**How to complete this task**
Among the entries below, find the lines with "генерала" and copy them.

**Source records**
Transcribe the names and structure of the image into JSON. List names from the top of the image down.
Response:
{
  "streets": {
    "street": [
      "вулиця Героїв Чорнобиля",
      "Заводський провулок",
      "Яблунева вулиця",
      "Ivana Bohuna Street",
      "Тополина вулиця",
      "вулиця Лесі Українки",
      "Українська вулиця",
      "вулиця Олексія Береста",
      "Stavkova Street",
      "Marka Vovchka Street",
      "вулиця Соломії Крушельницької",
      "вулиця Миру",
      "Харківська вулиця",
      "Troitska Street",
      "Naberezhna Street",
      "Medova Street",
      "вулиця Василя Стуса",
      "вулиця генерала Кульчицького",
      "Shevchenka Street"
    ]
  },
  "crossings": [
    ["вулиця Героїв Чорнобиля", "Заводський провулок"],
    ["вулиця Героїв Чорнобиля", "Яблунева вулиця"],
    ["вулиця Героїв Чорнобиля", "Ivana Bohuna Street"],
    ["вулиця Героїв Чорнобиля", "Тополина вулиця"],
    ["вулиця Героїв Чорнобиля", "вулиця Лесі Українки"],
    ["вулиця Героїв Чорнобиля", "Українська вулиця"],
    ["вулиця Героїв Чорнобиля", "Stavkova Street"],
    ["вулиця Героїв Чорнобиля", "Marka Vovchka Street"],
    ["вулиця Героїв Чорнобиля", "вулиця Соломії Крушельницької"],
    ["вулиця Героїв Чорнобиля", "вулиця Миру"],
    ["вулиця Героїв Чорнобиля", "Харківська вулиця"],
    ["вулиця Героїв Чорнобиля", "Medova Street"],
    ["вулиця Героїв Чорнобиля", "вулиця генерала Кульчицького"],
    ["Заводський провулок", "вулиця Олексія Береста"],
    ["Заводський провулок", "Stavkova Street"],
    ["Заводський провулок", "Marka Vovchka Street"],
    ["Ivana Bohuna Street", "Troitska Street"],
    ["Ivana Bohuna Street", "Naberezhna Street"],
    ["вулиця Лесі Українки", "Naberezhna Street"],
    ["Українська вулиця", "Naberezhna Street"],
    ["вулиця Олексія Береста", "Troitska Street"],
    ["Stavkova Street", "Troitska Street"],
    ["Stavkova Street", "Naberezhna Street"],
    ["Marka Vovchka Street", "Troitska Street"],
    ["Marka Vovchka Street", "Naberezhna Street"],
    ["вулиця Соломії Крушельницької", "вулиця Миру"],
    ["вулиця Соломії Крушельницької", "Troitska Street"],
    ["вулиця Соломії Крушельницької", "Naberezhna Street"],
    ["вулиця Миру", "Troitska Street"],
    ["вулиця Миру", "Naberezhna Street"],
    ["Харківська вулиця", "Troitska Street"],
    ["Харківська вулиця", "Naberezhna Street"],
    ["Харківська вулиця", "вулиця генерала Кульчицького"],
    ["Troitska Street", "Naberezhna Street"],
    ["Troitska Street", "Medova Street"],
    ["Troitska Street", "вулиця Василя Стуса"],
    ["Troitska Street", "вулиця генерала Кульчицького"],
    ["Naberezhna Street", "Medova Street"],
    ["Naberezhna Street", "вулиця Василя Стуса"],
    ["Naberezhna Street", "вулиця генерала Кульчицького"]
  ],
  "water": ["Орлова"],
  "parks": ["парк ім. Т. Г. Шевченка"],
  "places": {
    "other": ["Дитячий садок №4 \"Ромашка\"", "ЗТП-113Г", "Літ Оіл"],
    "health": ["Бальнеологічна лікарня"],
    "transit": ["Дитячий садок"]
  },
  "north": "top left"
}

==

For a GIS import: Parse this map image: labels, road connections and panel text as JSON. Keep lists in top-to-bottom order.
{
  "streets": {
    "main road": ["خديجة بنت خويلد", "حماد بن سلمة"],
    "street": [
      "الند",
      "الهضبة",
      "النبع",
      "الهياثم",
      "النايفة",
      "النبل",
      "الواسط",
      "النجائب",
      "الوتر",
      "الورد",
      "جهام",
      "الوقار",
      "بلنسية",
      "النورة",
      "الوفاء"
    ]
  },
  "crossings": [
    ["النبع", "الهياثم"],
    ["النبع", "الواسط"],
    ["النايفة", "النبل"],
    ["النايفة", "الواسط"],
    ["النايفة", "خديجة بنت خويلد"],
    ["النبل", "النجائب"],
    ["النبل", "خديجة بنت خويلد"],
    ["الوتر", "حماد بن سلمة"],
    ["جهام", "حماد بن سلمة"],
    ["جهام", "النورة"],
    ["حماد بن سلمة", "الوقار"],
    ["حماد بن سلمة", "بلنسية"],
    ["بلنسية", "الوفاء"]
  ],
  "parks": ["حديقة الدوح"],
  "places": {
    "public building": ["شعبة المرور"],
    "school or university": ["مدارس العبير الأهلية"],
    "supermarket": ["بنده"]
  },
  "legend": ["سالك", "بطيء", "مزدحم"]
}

**Reply to the task**
      "вулиця генерала Кульчицького",
    ["вулиця Героїв Чорнобиля", "вулиця генерала Кульчицького"],
    ["Харківська вулиця", "вулиця генерала Кульчицького"],
    ["Troitska Street", "вулиця генерала Кульчицького"],
    ["Naberezhna Street", "вулиця генерала Кульчицького"]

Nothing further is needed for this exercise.